Data -
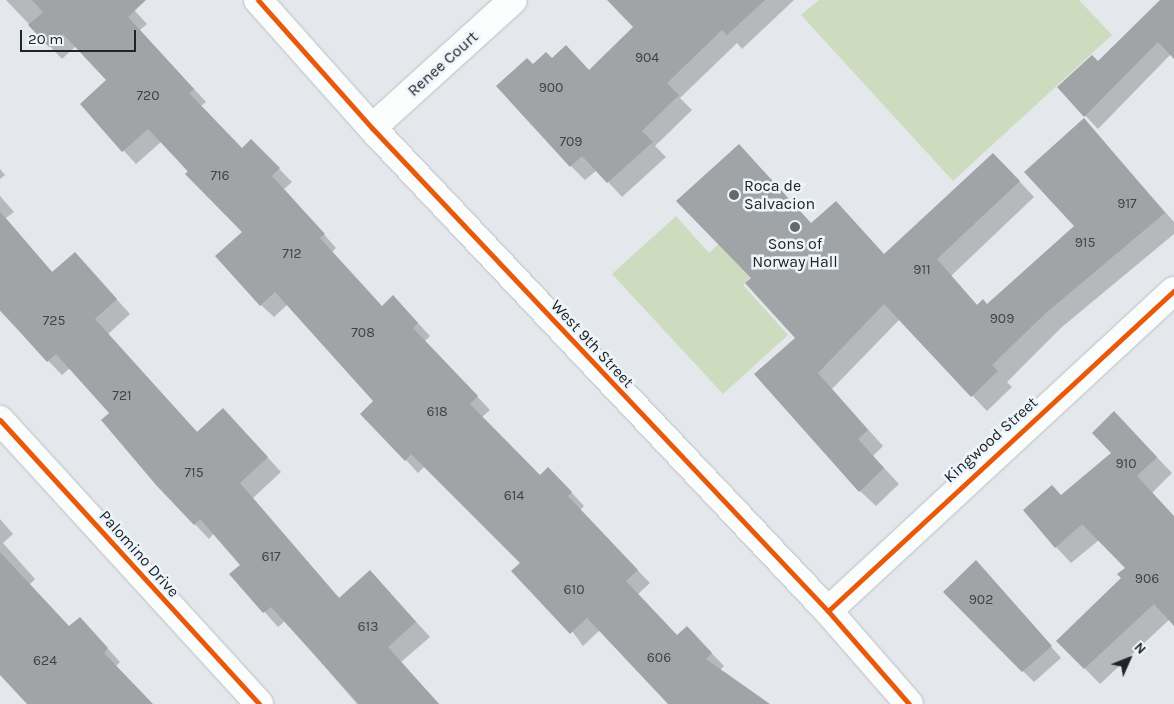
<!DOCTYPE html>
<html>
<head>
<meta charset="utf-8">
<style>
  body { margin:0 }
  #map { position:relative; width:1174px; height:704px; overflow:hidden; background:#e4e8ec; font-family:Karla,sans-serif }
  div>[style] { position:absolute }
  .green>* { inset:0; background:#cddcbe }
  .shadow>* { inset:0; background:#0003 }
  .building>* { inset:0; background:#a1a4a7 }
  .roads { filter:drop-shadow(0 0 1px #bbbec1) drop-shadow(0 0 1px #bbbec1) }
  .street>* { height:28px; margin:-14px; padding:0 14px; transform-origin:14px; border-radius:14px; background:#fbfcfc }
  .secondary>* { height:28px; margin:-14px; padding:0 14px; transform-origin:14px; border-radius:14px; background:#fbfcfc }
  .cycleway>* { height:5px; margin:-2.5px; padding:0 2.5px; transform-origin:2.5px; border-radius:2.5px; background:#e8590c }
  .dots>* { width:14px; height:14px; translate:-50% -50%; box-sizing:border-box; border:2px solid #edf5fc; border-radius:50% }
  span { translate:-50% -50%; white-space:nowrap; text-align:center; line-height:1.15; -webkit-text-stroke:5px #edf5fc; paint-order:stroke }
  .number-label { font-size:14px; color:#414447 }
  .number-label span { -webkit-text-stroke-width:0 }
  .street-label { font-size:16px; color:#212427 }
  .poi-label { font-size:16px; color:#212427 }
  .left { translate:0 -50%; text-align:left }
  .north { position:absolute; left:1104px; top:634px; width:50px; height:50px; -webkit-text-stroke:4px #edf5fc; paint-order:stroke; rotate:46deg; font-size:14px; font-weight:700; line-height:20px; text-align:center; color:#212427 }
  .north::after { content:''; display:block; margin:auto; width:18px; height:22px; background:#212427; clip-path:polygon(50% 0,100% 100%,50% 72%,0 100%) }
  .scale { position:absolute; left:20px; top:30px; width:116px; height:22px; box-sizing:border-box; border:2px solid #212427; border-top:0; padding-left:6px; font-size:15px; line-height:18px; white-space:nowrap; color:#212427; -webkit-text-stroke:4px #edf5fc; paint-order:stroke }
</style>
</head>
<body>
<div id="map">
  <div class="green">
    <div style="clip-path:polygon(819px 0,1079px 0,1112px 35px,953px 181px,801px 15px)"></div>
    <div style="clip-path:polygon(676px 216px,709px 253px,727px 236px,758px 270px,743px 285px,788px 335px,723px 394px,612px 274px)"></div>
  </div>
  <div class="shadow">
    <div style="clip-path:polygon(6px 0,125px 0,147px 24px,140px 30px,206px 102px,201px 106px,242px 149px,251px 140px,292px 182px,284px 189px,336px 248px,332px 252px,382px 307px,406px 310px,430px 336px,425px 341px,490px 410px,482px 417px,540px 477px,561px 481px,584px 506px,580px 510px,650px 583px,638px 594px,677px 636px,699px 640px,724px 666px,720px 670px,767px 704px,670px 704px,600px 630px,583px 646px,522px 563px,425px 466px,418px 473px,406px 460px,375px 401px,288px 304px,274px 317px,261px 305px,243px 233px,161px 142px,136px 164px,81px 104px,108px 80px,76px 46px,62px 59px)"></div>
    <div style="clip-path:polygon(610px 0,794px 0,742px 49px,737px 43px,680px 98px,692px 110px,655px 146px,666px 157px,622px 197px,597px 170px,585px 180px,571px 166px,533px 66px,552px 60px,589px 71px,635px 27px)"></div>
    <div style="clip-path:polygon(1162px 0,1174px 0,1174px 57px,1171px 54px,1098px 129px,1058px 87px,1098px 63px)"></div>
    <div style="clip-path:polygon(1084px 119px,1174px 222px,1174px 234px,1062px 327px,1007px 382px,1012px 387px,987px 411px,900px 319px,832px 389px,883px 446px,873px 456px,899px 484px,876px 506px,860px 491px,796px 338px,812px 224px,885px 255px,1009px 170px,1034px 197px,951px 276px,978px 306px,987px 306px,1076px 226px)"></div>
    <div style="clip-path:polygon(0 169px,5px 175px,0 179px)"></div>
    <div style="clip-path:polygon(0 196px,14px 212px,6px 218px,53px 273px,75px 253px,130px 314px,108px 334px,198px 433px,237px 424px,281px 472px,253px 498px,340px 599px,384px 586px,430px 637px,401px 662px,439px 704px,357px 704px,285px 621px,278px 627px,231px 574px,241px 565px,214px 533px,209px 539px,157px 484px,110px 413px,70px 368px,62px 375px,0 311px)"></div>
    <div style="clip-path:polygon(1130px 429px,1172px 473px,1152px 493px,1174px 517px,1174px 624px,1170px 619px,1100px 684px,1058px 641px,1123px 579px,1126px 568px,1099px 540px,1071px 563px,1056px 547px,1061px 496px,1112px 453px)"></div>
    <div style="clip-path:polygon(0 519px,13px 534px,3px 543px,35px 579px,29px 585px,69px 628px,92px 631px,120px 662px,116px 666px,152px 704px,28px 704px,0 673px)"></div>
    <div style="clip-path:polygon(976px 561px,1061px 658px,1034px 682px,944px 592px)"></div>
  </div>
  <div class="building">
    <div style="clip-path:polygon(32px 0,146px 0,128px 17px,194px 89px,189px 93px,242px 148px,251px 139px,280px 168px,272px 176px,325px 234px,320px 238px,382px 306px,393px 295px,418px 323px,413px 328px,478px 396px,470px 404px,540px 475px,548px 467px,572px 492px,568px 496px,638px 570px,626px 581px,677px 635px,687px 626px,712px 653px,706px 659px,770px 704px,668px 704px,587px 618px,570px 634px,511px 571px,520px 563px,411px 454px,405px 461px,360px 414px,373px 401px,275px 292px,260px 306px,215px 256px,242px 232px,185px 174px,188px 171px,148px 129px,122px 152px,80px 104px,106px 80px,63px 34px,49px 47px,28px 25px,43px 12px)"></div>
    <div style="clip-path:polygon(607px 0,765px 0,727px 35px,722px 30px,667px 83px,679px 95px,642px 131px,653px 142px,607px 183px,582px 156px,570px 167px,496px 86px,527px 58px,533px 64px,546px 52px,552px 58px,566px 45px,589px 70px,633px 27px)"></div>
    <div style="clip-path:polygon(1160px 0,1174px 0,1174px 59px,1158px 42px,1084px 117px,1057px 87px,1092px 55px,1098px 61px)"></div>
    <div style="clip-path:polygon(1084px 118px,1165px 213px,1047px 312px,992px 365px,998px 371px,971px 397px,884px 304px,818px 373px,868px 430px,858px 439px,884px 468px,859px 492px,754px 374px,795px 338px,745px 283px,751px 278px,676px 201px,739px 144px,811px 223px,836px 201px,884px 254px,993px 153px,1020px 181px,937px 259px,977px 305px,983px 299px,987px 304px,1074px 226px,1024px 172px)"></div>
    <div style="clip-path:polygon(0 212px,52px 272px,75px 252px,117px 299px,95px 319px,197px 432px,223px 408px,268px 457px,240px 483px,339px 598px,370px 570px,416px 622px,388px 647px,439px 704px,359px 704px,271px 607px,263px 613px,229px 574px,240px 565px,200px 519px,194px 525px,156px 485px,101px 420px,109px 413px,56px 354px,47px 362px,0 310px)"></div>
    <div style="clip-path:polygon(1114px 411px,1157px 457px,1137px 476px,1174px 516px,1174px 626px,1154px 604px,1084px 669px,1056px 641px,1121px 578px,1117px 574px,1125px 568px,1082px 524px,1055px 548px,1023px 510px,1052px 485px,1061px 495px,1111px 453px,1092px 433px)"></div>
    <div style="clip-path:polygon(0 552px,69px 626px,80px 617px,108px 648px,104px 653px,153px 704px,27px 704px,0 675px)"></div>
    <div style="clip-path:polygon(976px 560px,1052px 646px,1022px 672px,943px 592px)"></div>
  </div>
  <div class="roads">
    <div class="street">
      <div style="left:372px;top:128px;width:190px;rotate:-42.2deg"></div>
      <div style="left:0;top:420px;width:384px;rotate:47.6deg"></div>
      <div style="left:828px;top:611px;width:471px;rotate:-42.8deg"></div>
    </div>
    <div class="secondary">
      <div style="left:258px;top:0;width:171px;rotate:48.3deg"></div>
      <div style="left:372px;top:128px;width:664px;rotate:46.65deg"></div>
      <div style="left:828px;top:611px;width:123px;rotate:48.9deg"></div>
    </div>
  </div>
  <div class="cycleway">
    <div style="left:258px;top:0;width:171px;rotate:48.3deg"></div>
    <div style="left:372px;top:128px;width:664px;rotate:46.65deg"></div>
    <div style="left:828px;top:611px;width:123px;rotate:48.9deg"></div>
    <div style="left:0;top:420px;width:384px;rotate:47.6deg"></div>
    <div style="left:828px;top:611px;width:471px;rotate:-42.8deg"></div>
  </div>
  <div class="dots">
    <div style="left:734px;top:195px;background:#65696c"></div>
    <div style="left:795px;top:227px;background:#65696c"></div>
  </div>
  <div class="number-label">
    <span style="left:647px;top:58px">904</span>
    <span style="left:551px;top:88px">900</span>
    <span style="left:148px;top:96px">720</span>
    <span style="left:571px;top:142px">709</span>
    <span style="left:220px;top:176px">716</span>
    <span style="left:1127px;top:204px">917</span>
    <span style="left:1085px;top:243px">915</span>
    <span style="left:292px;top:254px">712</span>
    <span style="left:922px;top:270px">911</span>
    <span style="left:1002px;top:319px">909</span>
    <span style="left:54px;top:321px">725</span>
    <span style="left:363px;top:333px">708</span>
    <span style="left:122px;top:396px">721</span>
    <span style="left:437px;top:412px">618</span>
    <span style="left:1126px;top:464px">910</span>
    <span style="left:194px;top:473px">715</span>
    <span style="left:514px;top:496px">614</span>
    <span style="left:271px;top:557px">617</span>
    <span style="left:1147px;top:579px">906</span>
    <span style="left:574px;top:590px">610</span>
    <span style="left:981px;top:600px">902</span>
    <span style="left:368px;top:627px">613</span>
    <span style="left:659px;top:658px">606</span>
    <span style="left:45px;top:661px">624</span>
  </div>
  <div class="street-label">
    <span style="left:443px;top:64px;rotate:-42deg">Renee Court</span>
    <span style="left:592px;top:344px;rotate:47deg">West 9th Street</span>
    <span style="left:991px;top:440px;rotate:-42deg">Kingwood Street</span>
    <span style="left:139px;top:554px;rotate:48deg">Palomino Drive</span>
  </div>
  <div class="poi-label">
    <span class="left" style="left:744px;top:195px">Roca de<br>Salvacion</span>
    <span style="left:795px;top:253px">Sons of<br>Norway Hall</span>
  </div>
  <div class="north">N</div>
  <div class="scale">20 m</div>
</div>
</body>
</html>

Your task - Word for word, restate the lines above from the first through the one that contains "filter:drop-shadow(0 0 1px", and exclude all pictures.

Written reply -
<!DOCTYPE html>
<html>
<head>
<meta charset="utf-8">
<style>
  body { margin:0 }
  #map { position:relative; width:1174px; height:704px; overflow:hidden; background:#e4e8ec; font-family:Karla,sans-serif }
  div>[style] { position:absolute }
  .green>* { inset:0; background:#cddcbe }
  .shadow>* { inset:0; background:#0003 }
  .building>* { inset:0; background:#a1a4a7 }
  .roads { filter:drop-shadow(0 0 1px #bbbec1) drop-shadow(0 0 1px #bbbec1) }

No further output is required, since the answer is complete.